Let $(a,a+1)$ be the smallest pair of squarefree numbers with $n$ distinct prime-factors, if such a pair exists.
The solutions for small $n$ are:
\begin{array} nn & (a&a+1) & \text{Factorisation}\\ \hline 2 & 14 & 15 & [2, 1; 7, 1] & [3, 1; 5, 1]\\ 3 & 230 & 231 & [2, 1; 5, 1; 23, 1] & [3, 1; 7, 1; 11, 1]\\ 4 & 7314 & 7315 & [2, 1; 3, 1; 23, 1; 53, 1] & [5, 1; 7, 1; 11, 1; 19, 1]\\ 5 & 378014 & 378015 & [2, 1; 7, 1; 13, 1; 31, 1; 67, 1]& [3, 1; 5, 1; 11, 1; 29, 1; 79, 1]\\ 6 & 11243154 & 11243155 & etc. \end{array}
Does a pair exist for any natural number $n$?

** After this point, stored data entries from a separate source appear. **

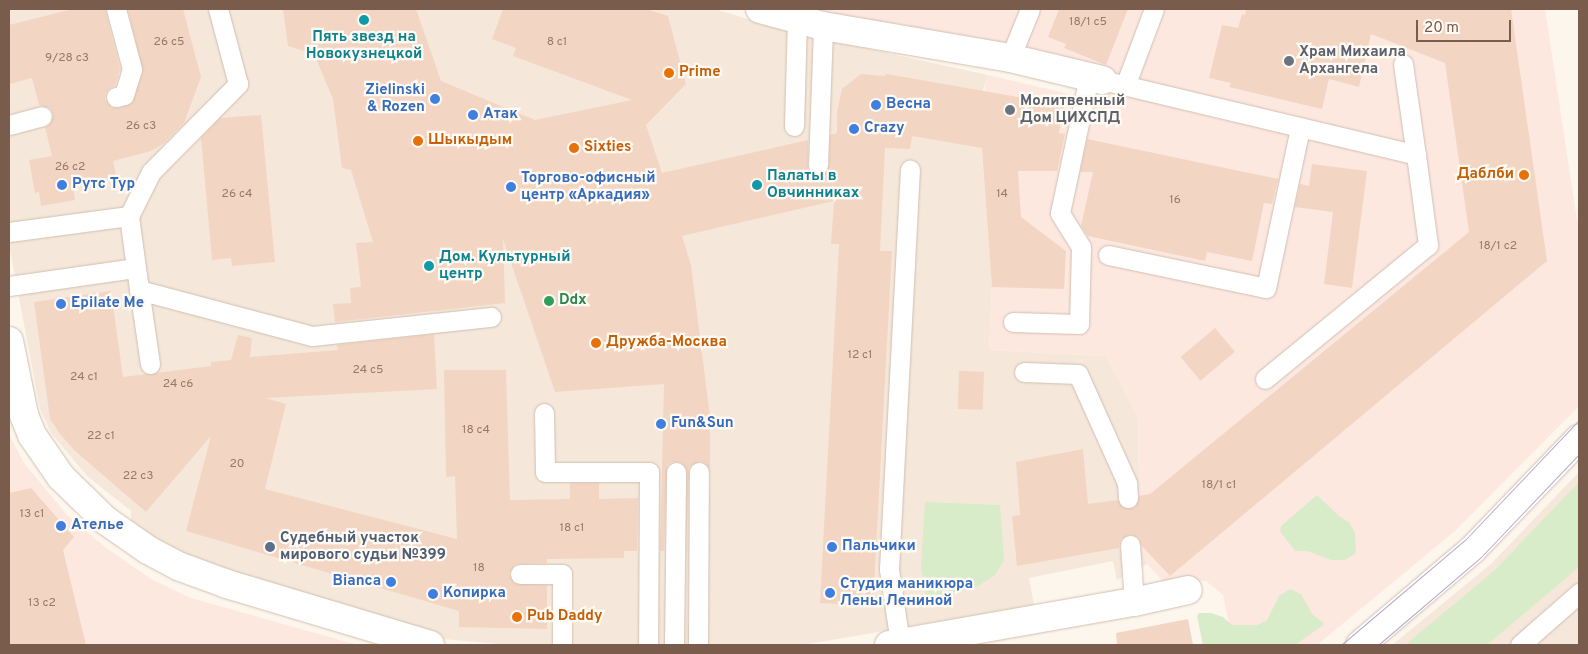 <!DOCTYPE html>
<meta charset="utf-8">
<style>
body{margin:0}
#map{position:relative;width:1588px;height:654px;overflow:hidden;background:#fdf6ec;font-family:Overpass,sans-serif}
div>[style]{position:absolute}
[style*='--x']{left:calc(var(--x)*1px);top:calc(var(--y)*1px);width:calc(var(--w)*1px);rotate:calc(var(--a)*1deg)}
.residential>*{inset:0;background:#f5e8da}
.commercial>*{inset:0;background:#fde8e0}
.green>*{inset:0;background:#d8ecc9}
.building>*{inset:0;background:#f3d5c3;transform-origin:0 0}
.roads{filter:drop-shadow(0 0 1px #d1beb0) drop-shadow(0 0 1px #d1beb0)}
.lane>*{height:19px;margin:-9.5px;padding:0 9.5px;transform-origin:9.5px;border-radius:9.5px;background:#fff}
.street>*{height:28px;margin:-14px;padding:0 14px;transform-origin:14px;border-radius:14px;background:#fff}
.tram>*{height:1px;margin:-0.5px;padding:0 0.5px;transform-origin:0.5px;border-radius:0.5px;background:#b9a8c9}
.dots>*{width:14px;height:14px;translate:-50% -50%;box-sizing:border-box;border:2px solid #fffaf3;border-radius:50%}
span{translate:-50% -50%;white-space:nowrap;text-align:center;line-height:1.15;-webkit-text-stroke:4.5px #fffaf3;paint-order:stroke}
.number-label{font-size:12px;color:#987a6a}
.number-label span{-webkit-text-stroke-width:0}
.culture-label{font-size:15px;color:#0d838f;font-weight:700}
.left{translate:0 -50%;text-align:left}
.worship-label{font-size:15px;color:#5b616d;font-weight:700}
.food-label{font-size:15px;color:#c56008;font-weight:700}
.right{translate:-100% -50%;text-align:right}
.shop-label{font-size:15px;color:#366cbe;font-weight:700}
.leisure-label{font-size:15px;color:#27864d;font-weight:700}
.service-label{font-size:15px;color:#4e5e75;font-weight:700}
.frame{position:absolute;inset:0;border:10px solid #7a5c4d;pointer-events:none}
.scale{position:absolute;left:1416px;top:20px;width:95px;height:22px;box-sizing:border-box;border:2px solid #7a5c4d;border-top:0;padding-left:6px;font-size:15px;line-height:18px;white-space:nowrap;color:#7a5c4d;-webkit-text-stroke:4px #fffaf3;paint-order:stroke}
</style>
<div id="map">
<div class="residential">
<i style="clip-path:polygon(9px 9px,715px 9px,787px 31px,988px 75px,983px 91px,992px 287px,989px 350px,1106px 356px,1138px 416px,1140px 543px,1147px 564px,1117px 580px,1113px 561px,1029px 578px,1034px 605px,803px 645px,511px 645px,443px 639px,233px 577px,182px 559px,131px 525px,131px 511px,87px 476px,51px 433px,40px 409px,9px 245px)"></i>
<i style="clip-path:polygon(1579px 472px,1579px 645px,1392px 645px,1491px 564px)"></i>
</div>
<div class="commercial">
<i style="clip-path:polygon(810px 9px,1545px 9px,1579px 233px,1579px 406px,1455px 531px,1317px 645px,1233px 645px,1223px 595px,1206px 581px,1164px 582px,1147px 564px,1140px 543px,1138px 416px,1106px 356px,989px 350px,992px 287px,979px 114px,988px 75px,1098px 101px,1106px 67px)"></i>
<i style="clip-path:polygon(9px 434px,24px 463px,67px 515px,105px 547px,151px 579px,191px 598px,358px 645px,9px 645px)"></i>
</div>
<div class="green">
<i style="clip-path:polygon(1579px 482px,1579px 567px,1487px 645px,1405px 645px,1495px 570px)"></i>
<i style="clip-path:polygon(1317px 495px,1339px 516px,1349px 522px,1355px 533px,1356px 553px,1345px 560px,1331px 560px,1307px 551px,1295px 551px,1280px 531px,1281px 526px)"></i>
<i style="clip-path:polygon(925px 502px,1000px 505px,1004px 560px,995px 575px,978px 586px,963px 591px,926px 596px,921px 567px)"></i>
<i style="clip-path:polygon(1290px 589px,1301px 594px,1313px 615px,1325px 624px,1295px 645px,1203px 645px,1197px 616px,1199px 613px,1211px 613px,1223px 617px,1232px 625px,1257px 625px,1267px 620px,1279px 596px)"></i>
</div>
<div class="building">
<i style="clip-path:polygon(73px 9px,105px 9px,120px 69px,115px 86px,109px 89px,105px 94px,105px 100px,112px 108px,119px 108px,132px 103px,143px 72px,128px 9px,183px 9px,201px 77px,184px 123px,163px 144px,151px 151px,113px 161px,116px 175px,73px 186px,75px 200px,41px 206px,39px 192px,35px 193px,29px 160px,52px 156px,45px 127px,50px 124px,53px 114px,50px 108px,39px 105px,32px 78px,9px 84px,9px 25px)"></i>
<i style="clip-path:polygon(283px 9px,416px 9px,441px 81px,535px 120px,632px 100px,513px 56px,516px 48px,492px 39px,503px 9px,646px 9px,668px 16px,686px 84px,646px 125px,662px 173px,808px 140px,808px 170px,812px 175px,823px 175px,829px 166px,830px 135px,837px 133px,837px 112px,842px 89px,861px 74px,884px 76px,887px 74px,1064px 105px,1059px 133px,1065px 134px,1057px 171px,1018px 171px,1021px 217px,1066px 251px,1064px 289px,992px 287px,982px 148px,912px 136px,910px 149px,885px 148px,880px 251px,892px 251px,873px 606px,820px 603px,839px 244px,831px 244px,834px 201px,682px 236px,691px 265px,710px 417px,710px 470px,705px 463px,700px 461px,689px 467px,686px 551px,687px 472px,681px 462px,671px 462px,667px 466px,664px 551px,660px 551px,664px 384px,555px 392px,503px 239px,505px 303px,335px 322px,333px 304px,351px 303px,350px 288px,361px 287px,356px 243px,373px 242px,351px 170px,342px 168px,333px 99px,314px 54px,288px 46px)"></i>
<i style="clip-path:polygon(1059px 9px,1128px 9px,1106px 65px,1064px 48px,1066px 44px,1048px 37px)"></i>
<i style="clip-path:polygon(1246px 9px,1511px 9px,1547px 261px,1170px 576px,1141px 545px,1139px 538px,1130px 534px,1120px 540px,1119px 548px,1017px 566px,1012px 516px,1020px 515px,1016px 462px,1083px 449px,1088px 504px,1117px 500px,1124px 508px,1134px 508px,1138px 502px,1139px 496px,1150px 494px,1469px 232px,1445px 63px,1371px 34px,1359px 87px,1329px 79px,1322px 109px,1229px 87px,1231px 83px,1209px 78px,1222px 25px,1238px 28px,1242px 14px,1245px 15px)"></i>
<i style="clip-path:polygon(261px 115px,275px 262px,232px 266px,231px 258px,212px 260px,201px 138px,220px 118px)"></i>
<i style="clip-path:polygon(1087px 139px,1278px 179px,1272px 204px,1264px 203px,1252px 261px,1207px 252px,1205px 261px,1088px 236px,1081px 226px,1093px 172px,1080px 172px)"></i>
<i style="clip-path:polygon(1312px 164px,1367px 171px,1352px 288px,1324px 284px,1333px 212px,1295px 207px,1300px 184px,1309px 186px)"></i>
<i style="clip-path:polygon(111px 291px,123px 377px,211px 366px,211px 362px,231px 360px,238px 335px,252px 338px,250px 357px,338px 350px,337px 345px,434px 334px,437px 389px,266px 398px,286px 404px,265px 489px,457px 539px,455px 476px,446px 477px,444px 370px,506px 370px,510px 500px,570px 499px,570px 483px,599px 483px,599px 499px,638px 498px,637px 551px,624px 551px,624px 558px,547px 559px,547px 563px,515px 564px,509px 574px,514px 583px,547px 585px,547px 629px,459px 627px,459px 611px,186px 531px,211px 436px,146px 512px,75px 451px,60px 434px,50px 419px,34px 302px)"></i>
<i style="left:1215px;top:328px;width:31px;height:45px;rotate:50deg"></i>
<i style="left:959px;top:371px;width:25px;height:38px;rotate:2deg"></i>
<i style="clip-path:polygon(31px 488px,74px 537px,63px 550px,86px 645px,9px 645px,9px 493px)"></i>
<i style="clip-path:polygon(1188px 619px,1193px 645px,1117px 645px,1116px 633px)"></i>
</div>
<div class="roads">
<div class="lane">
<i style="--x:1010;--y:58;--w:53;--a:-67.8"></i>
<i style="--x:1403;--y:64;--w:92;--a:81.9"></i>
<i style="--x:1102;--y:80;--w:323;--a:13.4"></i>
<i style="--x:1416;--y:155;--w:91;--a:82.4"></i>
<i style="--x:1428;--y:245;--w:211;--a:140.6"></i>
<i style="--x:1125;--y:86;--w:82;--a:-69.4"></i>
<i style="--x:116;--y:97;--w:8;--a:-14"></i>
<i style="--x:124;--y:95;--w:27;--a:-73"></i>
<i style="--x:132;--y:69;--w:62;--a:-104.9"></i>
<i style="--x:9;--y:125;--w:34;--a:-15"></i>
<i style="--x:794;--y:126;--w:107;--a:-88.4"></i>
<i style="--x:818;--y:165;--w:139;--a:-87.9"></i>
<i style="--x:129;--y:216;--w:49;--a:-63.4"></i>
<i style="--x:151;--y:172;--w:124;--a:-45.3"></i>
<i style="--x:238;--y:84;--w:78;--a:-104.9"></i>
<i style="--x:9;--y:232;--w:121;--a:-7.6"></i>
<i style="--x:129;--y:216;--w:52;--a:82.3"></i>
<i style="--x:1108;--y:255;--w:161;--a:11.8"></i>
<i style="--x:1266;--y:288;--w:164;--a:-78"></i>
<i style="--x:9;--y:286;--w:128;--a:-8.1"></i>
<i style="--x:136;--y:268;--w:97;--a:81.7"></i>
<i style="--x:139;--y:290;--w:179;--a:14.9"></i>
<i style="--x:312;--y:336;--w:180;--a:-6.1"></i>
<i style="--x:1013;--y:322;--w:66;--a:1.7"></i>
<i style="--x:1079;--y:324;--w:77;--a:-88.5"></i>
<i style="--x:1081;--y:247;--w:40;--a:-122"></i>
<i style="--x:1060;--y:213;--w:139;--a:-78"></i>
<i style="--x:1024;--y:372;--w:54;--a:2.1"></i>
<i style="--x:1078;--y:374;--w:120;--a:65.8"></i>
<i style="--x:1127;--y:483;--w:15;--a:86"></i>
<i style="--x:544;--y:413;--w:59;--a:89"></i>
<i style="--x:545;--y:472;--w:104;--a:0"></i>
<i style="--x:649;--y:472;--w:173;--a:90.3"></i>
<i style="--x:1130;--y:545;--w:57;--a:86"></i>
<i style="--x:520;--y:574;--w:42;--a:0"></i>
<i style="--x:562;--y:574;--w:71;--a:90"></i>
<i style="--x:900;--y:643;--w:75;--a:-98.5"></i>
<i style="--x:889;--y:569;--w:400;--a:-87"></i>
<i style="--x:674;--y:645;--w:173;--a:-89.3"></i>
<i style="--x:698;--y:645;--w:173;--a:-89.7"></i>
<i style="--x:1520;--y:645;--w:79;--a:-41.4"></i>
</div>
<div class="street">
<i style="--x:760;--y:9;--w:65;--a:15.1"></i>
<i style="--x:823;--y:26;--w:190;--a:9.7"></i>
<i style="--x:1010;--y:58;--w:95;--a:13.4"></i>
<i style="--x:9;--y:341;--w:76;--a:78.5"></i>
<i style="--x:24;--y:415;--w:22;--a:68"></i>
<i style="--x:32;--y:435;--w:51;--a:55.4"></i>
<i style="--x:61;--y:477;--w:62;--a:44.3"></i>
<i style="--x:105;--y:520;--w:52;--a:34.9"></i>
<i style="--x:148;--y:550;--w:34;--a:28"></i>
<i style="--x:178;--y:566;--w:52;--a:20.2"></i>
<i style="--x:227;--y:584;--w:212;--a:16.7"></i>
<i style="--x:889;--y:645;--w:249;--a:-10"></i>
<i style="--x:1134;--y:602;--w:55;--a:-12.5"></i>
<i style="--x:1360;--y:645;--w:148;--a:-40.3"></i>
<i style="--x:1473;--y:549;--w:153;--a:-46.1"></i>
</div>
</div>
<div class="tram">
<i style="--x:1341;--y:645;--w:162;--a:-40.3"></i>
<i style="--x:1465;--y:540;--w:166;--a:-46.5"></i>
<i style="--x:1378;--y:645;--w:135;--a:-40.5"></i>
<i style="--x:1481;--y:557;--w:142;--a:-46.4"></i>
</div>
<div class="dots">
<i style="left:364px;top:20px;background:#0f9aa8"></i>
<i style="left:1289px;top:61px;background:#6b7280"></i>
<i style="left:669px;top:73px;background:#e8710a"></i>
<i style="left:435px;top:99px;background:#3f7fe0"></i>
<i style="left:876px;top:105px;background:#3f7fe0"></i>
<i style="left:1010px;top:110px;background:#6b7280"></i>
<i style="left:473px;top:115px;background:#3f7fe0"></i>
<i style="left:854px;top:129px;background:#3f7fe0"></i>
<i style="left:418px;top:141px;background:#e8710a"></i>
<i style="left:574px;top:148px;background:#e8710a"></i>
<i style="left:1524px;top:175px;background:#e8710a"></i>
<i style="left:62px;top:185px;background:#3f7fe0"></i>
<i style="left:757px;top:185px;background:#0f9aa8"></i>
<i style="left:511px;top:187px;background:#3f7fe0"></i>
<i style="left:429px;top:266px;background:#0f9aa8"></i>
<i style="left:549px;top:301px;background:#2e9e5b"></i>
<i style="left:61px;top:304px;background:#3f7fe0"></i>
<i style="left:596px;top:343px;background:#e8710a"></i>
<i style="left:661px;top:424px;background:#3f7fe0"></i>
<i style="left:61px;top:526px;background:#3f7fe0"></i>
<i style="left:270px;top:547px;background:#5c6f8a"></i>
<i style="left:832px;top:547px;background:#3f7fe0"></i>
<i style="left:391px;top:582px;background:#3f7fe0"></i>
<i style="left:830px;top:593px;background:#3f7fe0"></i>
<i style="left:433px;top:594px;background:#3f7fe0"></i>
<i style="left:517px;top:617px;background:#e8710a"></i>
</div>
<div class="number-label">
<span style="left:1088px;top:23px">18/1 с5</span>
<span style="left:169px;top:43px">26 с5</span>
<span style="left:557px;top:43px">8 с1</span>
<span style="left:67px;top:59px">9/28 с3</span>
<span style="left:141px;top:127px">26 с3</span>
<span style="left:70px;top:168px">26 с2</span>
<span style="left:237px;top:195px">26 с4</span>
<span style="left:1002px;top:195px">14</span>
<span style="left:1175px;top:201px">16</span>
<span style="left:1498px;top:247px">18/1 с2</span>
<span style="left:860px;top:356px">12 с1</span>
<span style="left:368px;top:371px">24 с5</span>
<span style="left:84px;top:378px">24 с1</span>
<span style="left:178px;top:385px">24 с6</span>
<span style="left:476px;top:431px">18 с4</span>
<span style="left:101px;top:437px">22 с1</span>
<span style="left:237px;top:465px">20</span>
<span style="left:138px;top:477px">22 с3</span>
<span style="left:1219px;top:486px">18/1 с1</span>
<span style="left:32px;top:515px">13 с1</span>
<span style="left:572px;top:529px">18 с1</span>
<span style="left:479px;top:569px">18</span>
<span style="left:42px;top:604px">13 с2</span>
</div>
<div class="culture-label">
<span style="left:364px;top:46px">Пять звезд на<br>Новокузнецкой</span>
<span class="left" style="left:767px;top:185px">Палаты в<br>Овчинниках</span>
<span class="left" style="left:439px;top:266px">Дом. Культурный<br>центр</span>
</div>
<div class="worship-label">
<span class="left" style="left:1299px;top:61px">Храм Михаила<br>Архангела</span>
<span class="left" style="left:1020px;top:110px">Молитвенный<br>Дом ЦИХСПД</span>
</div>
<div class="food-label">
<span class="left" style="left:679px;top:73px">Prime</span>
<span class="left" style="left:428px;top:141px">Шыкыдым</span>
<span class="left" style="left:584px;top:148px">Sixties</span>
<span class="right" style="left:1514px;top:175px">Даблби</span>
<span class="left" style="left:606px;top:343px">Дружба-Москва</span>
<span class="left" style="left:527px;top:617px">Pub Daddy</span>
</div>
<div class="shop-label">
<span class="right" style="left:425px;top:99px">Zielinski<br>&amp; Rozen</span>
<span class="left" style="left:886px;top:105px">Весна</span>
<span class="left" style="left:483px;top:115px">Атак</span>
<span class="left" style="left:864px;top:129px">Crazy</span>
<span class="left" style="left:521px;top:187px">Торгово-офисный<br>центр «Аркадия»</span>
<span class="left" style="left:72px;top:185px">Рутс Тур</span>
<span class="left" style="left:71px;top:304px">Epilate Me</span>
<span class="left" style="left:671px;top:424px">Fun&amp;Sun</span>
<span class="left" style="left:71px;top:526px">Ателье</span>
<span class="left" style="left:842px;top:547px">Пальчики</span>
<span class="right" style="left:381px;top:582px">Bianca</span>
<span class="left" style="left:840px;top:593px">Студия маникюра<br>Лены Лениной</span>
<span class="left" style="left:443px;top:594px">Копирка</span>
</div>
<div class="leisure-label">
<span class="left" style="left:559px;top:301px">Ddx</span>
</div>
<div class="service-label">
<span class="left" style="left:280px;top:547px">Судебный участок<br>мирового судьи №399</span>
</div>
<div class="frame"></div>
<div class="scale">20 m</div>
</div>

To show that it is possible for two consecutive numbers to have $n$ or more prime factors each (revised problem as mentioned in comments) is fairly easy: choose any $n$ different primes you like and let $m_1$ be their product; choose any other $n$ primes you like and let $m_2$ be their product. Then you want to find $a$ satisfying $$a\equiv0\pmod{m_1}\quad\hbox{and}\quad a\equiv-1\pmod{m_2}\ ;$$ but $m_1$ and $m_2$ have no common factor, so the Chinese Remainder Theorem guarantees that this system of congruence equations has a solution.
However $a$ and $a+1$ will very likely have prime factors other than those we have "planted", so this does not ensure that $a$ and $a+1$ are squarefree.